Generalized linear models for cumulative incidence

Description

Using pseudo observations for the cumulative incidence, this function then runs a generalized linear model and estimates the parameters representing contrasts in the cumulative incidence at a particular set of times (specified by the time argument) across covariate values. The link function can be "identity" for estimating differences in the cumulative incidence, "log" for estimating ratios, and any of the other link functions supported by quasi.

Usage

cumincglm(
  formula,
  time,
  cause = 1,
  link = "identity",
  model.censoring = "independent",
  formula.censoring = NULL,
  ipcw.method = "binder",
  data,
  survival = FALSE,
  weights,
  subset,
  na.action,
  offset,
  control = list(...),
  model = FALSE,
  x = TRUE,
  y = TRUE,
  singular.ok = TRUE,
  contrasts = NULL,
  id,
  ...
)

Arguments

formula

A formula specifying the model. The left hand side must be a Surv object specifying a right censored survival or competing risks outcome. The status indicator, normally 0=alive, 1=dead. Other choices are TRUE/FALSE (TRUE = death) or 1/2 (2=death). For competing risks, the event variable will be a factor, whose first level is treated as censoring. The right hand side is the usual linear combination of covariates. If there are multiple time points, the special term "tve(.)" can be used to specify that the effect of the variable inside the parentheses will be time varying. In the output this will be represented as the interaction between the time points and the variable.

time

Numeric vector specifying the times at which the cumulative incidence or survival probability effect estimates are desired.

cause

Numeric or character constant specifying the cause indicator of interest.

link

Link function for the cumulative incidence regression model.

model.censoring

Type of model for the censoring distribution. Options are "stratified", which computes the pseudo-observations stratified on a set of categorical covariates, "aareg" for Aalen's additive hazards model, and "coxph" for Cox's proportional hazards model. With those options, we assume that the time to event and event indicator are conditionally independent of the censoring time, and that the censoring model is correctly specified. If "independent", we assume completely independent censoring, i.e., that the time to event and covariates are independent of the censoring time. the censoring time is independent of the covariates in the model. Can also be a custom function, see Details and the "Extending eventglm" vignette.

formula.censoring

A one sided formula (e.g., ~ x1 + x2) specifying the model for the censoring distribution. If NULL, uses the same mean model as for the outcome. Missing values in any covariates for the censoring model will cause an error.

ipcw.method

Which method to use for calculation of inverse probability of censoring weighted pseudo observations. "binder" the default, uses the number of observations as the denominator, while the "hajek" method uses the sum of the weights as the denominator.

data

Data frame in which all variables of formula can be interpreted.

survival

Set to TRUE to use survival (one minus the cumulative incidence) as the outcome. Not available for competing risks models.

weights

an optional vector of 'prior weights' to be used in the fitting process. Should be NULL or a numeric vector found in data.

subset

an optional vector specifying a subset of observations to be used in the fitting process.

na.action

a function which indicates what should happen when the data contain NAs. The default is set by the na.action setting of options, and is na.fail if that is unset. The 'factory-fresh' default is na.omit. Another possible value is NULL, no action. Value na.exclude can be useful.

offset

this can be used to specify an a priori known component to be included in the linear predictor during fitting. This should be NULL or a numeric vector of length equal to the number of cases. One or more offset terms can be included in the formula instead or as well, and if more than one is specified their sum is used. See model.offset. If length(time) > 1, then any offset terms must appear in the formula.

control

a list of parameters for controlling the fitting process.

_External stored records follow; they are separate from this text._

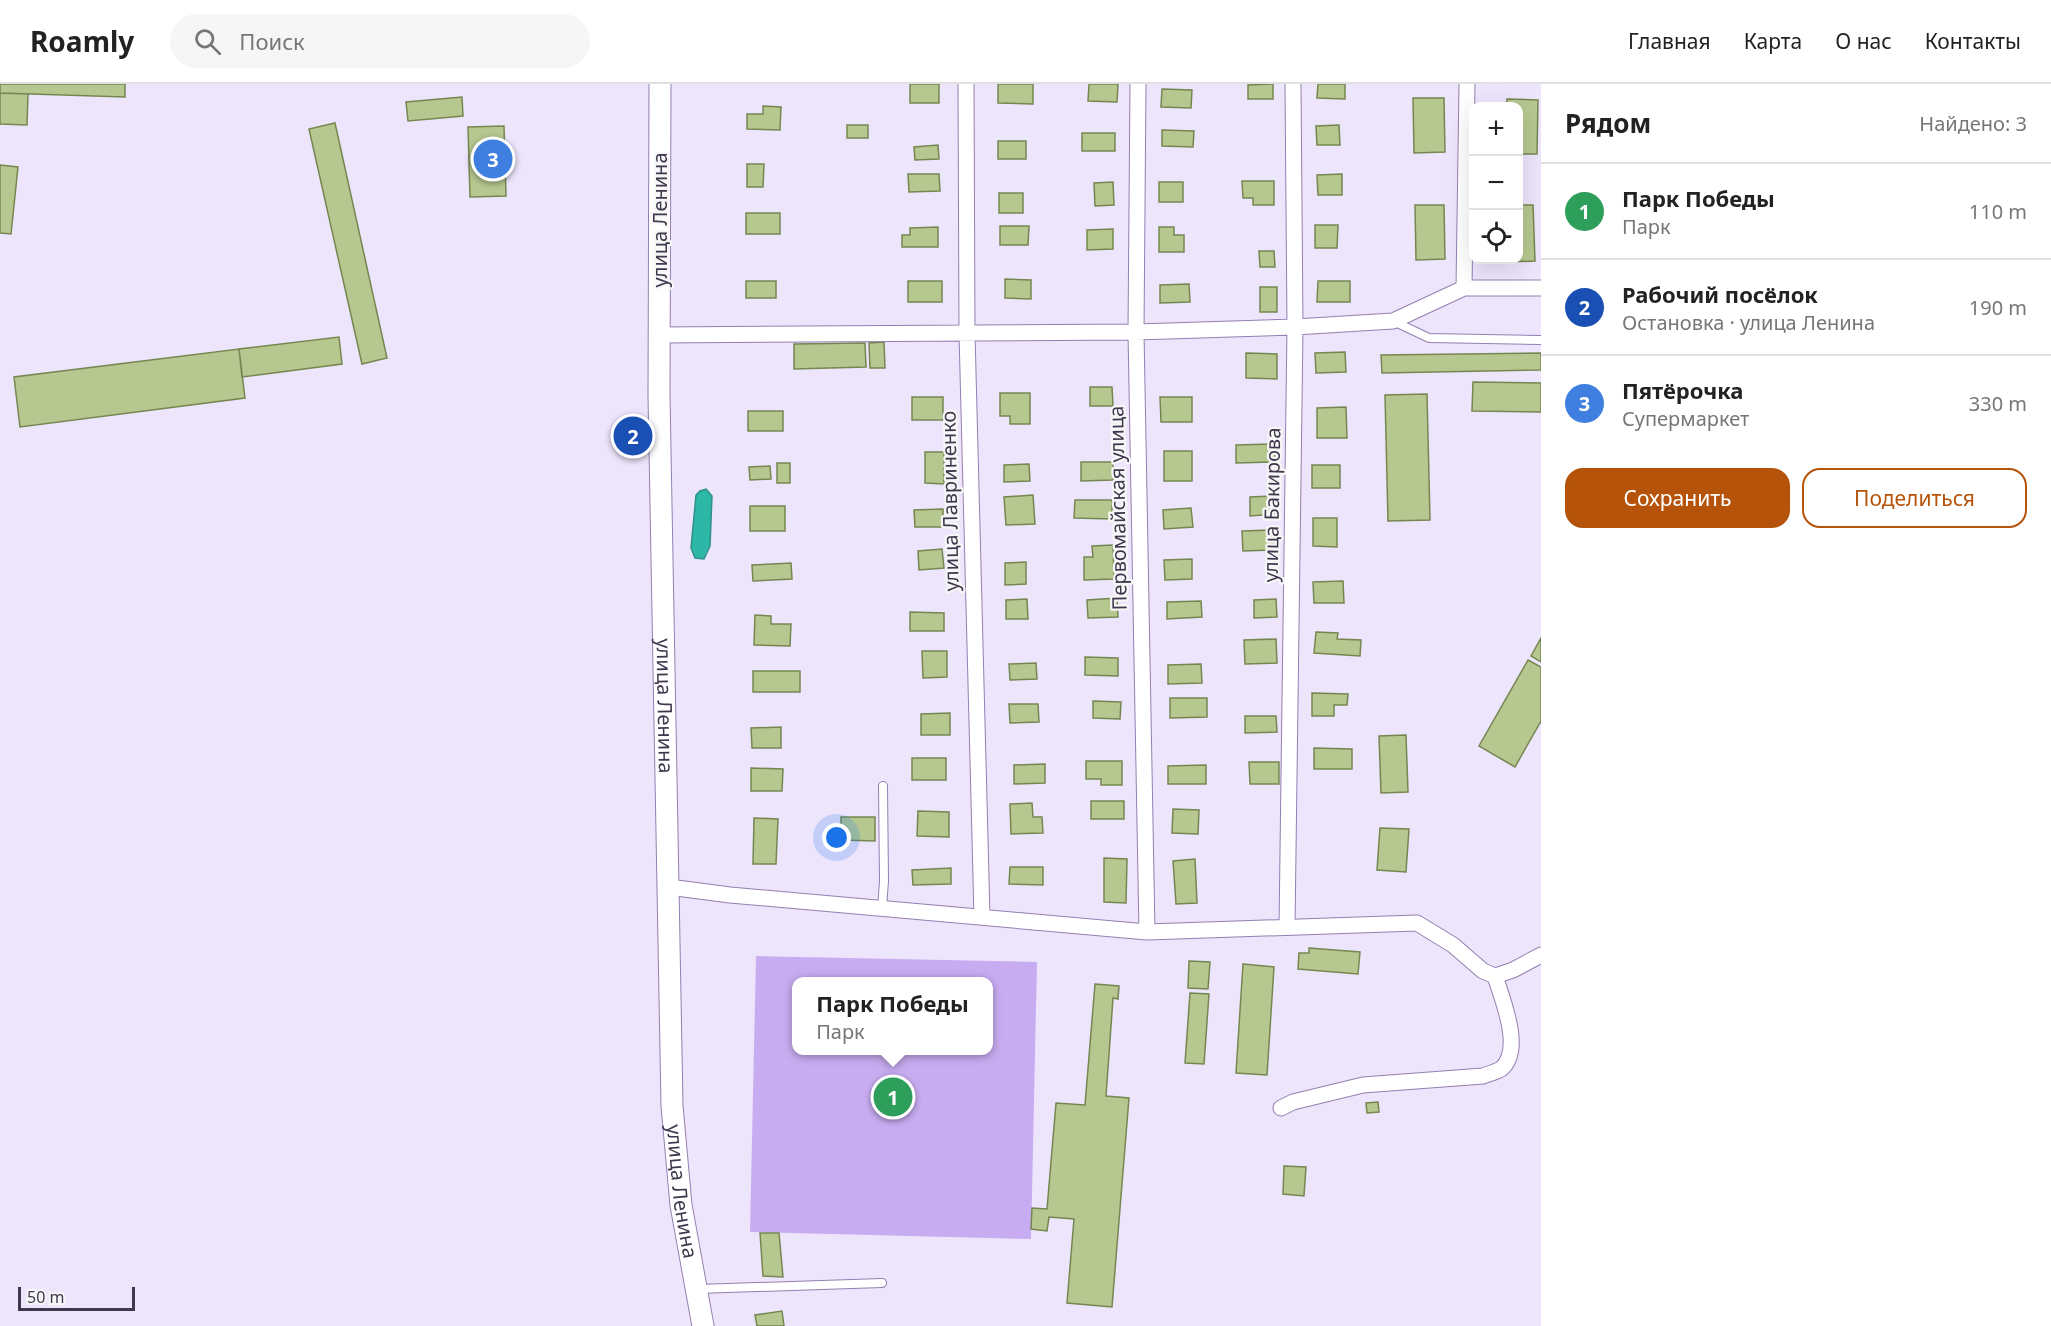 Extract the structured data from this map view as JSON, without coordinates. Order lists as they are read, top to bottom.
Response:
{
  "streets": {
    "main road": ["улица Ленина"],
    "street": ["улица Лавриненко", "улица Бакирова", "Первомайская улица"]
  },
  "scale_bar": "50 m",
  "page": {
    "header": "Roamly",
    "search": "Поиск",
    "nav": [
      "Главная",
      "Карта",
      "О нас",
      "Контакты"
    ],
    "heading": ["Рядом", "Найдено: 3"],
    "map_buttons": ["+", "−"],
    "pins": ["3", "2", "1"],
    "list": [
      {
        "mark": "1",
        "name": "Парк Победы",
        "note": "Парк",
        "value": "110 m"
      },
      {
        "mark": "2",
        "name": "Рабочий посёлок",
        "note": "Остановка · улица Ленина",
        "value": "190 m"
      },
      {
        "mark": "3",
        "name": "Пятёрочка",
        "note": "Супермаркет",
        "value": "330 m"
      }
    ],
    "buttons": ["Сохранить", "Поделиться"],
    "popup": ["Парк Победы", "Парк"],
    "scale": "50 m"
  }
} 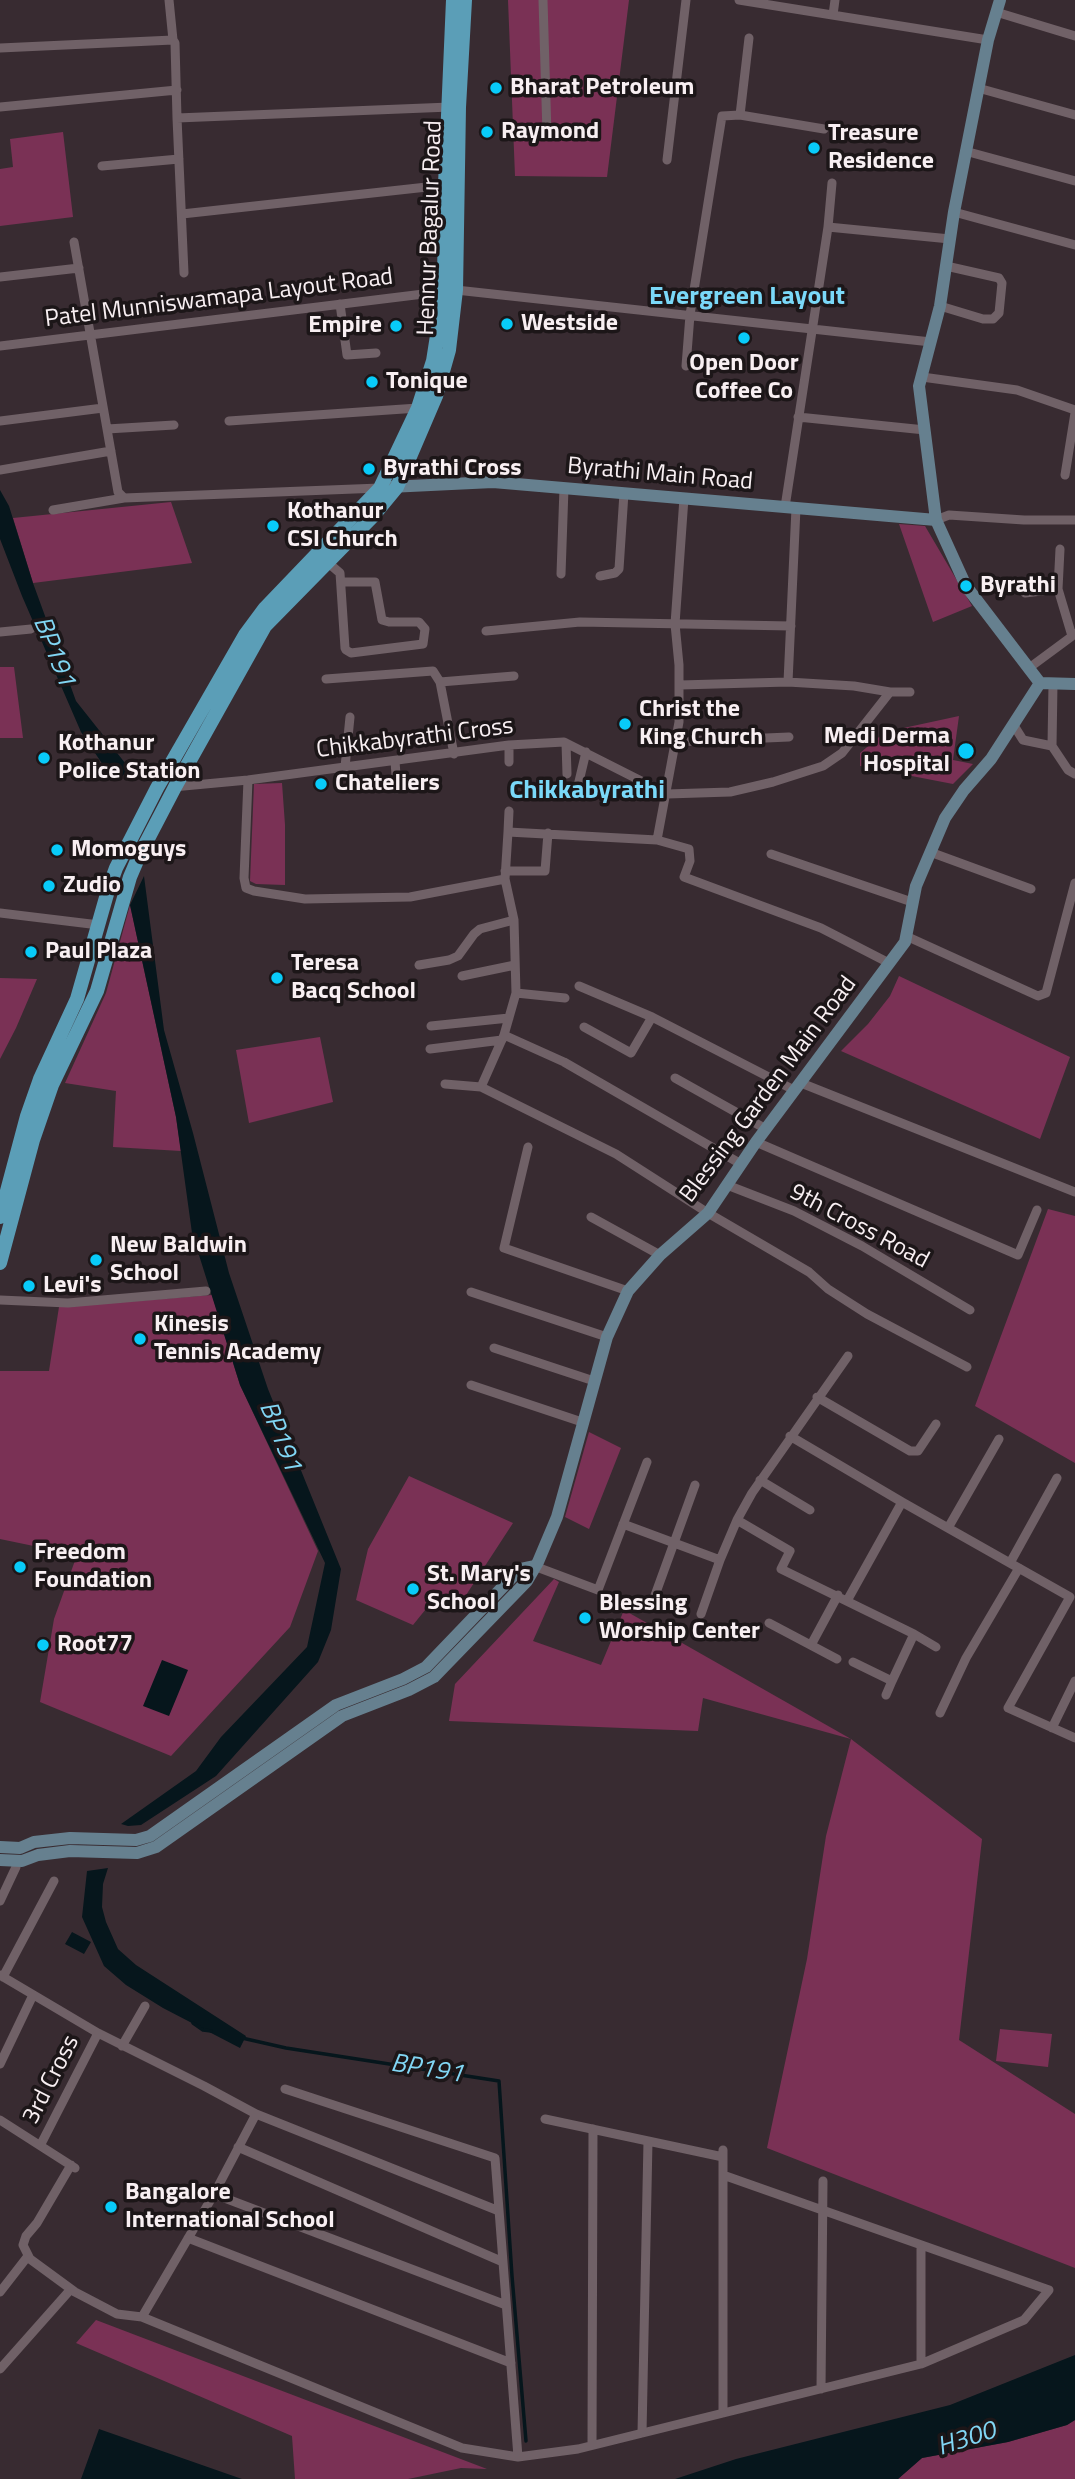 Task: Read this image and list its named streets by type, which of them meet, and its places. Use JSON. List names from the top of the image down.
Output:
{
  "streets": {
    "main road": ["Hennur Bagalur Road", "Byrathi Main Road", "Blessing Garden Main Road"],
    "street": [
      "Patel Munniswamapa Layout Road",
      "Chikkabyrathi Cross",
      "9th Cross Road",
      "3rd Cross"
    ]
  },
  "crossings": [
    ["Hennur Bagalur Road", "Patel Munniswamapa Layout Road"],
    ["Hennur Bagalur Road", "Byrathi Main Road"],
    ["Hennur Bagalur Road", "Chikkabyrathi Cross"],
    ["Blessing Garden Main Road", "9th Cross Road"]
  ],
  "districts": ["Evergreen Layout", "Chikkabyrathi"],
  "water": ["BP191", "H300"],
  "places": [
    "Bharat Petroleum",
    "Raymond",
    "Treasure Residence",
    "Westside",
    "Empire",
    "Open Door Coffee Co",
    "Tonique",
    "Byrathi Cross",
    "Kothanur CSI Church",
    "Byrathi",
    "Christ the King Church",
    "Medi Derma Hospital",
    "Kothanur Police Station",
    "Chateliers",
    "Momoguys",
    "Zudio",
    "Paul Plaza",
    "Teresa Bacq School",
    "New Baldwin School",
    "Levi's",
    "Kinesis Tennis Academy",
    "Freedom Foundation",
    "St. Mary's School",
    "Blessing Worship Center",
    "Root77",
    "Bangalore International School"
  ]
}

This is passed to glm.control.

model

a logical value indicating whether model frame should be included as a component of the returned value.

x

logical value indicating whether the model matrix used in the fitting process should be returned as components of the returned value.

y

logical value indicating whether the response vector (pseudo-observations) used in the fitting process should be returned as components of the returned value.

singular.ok

logical; if FALSE a singular fit is an error.

contrasts

an optional list. See the contrasts.arg of model.matrix.default.

id

An optional integer vector of subject identifiers, found in data. If this is present, then generalized estimating equations will be used to fit the model. This can be used, for example, if there are multiple observations per individual represented as multiple rows in data.

...

Other arguments passed to glm.fit

Details

The argument "model.censoring" determines how the pseudo observations are calculated. This can be the name of a function or the function itself, which must have arguments "formula", "time", "cause", "data", "type", "formula.censoring", and "ipcw.method". If it is the name of a function, this code will look for a function with the prefix "pseudo_" first, to avoid clashes with related methods such as coxph. The function then must return a vector of pseudo observations, one for each subject in data which are used in subsequent calculations. For examples of the implementation, see the "pseudo-modules.R" file, or the vignette "Extending eventglm".

Value

A pseudoglm object, with its own methods for print, summary, and vcov. It inherits from glm, so predict and other glm methods are supported.

Examples

cumincipcw <- cumincglm(Surv(etime, event) ~ age + sex,
         time = 200, cause = "pcm", link = "identity",
         model.censoring = "independent", data = mgus2)
# stratified on only the categorical covariate
     cumincipcw2 <- cumincglm(Surv(etime, event) ~ age + sex,
                         time = 200, cause = "pcm", link = "identity",
                         model.censoring = "stratified",
                         formula.censoring = ~ sex, data = mgus2)
# multiple time points
cuminct2 <- cumincglm(Surv(etime, event) ~ age + sex,
         time = c(50, 100, 200), cause = "pcm", link = "identity",
         model.censoring = "independent", data = mgus2)
 cuminct3 <- cumincglm(Surv(etime, event) ~ age + tve(sex),
         time = c(50, 100, 200), cause = "pcm", link = "identity",
         model.censoring = "independent", data = mgus2)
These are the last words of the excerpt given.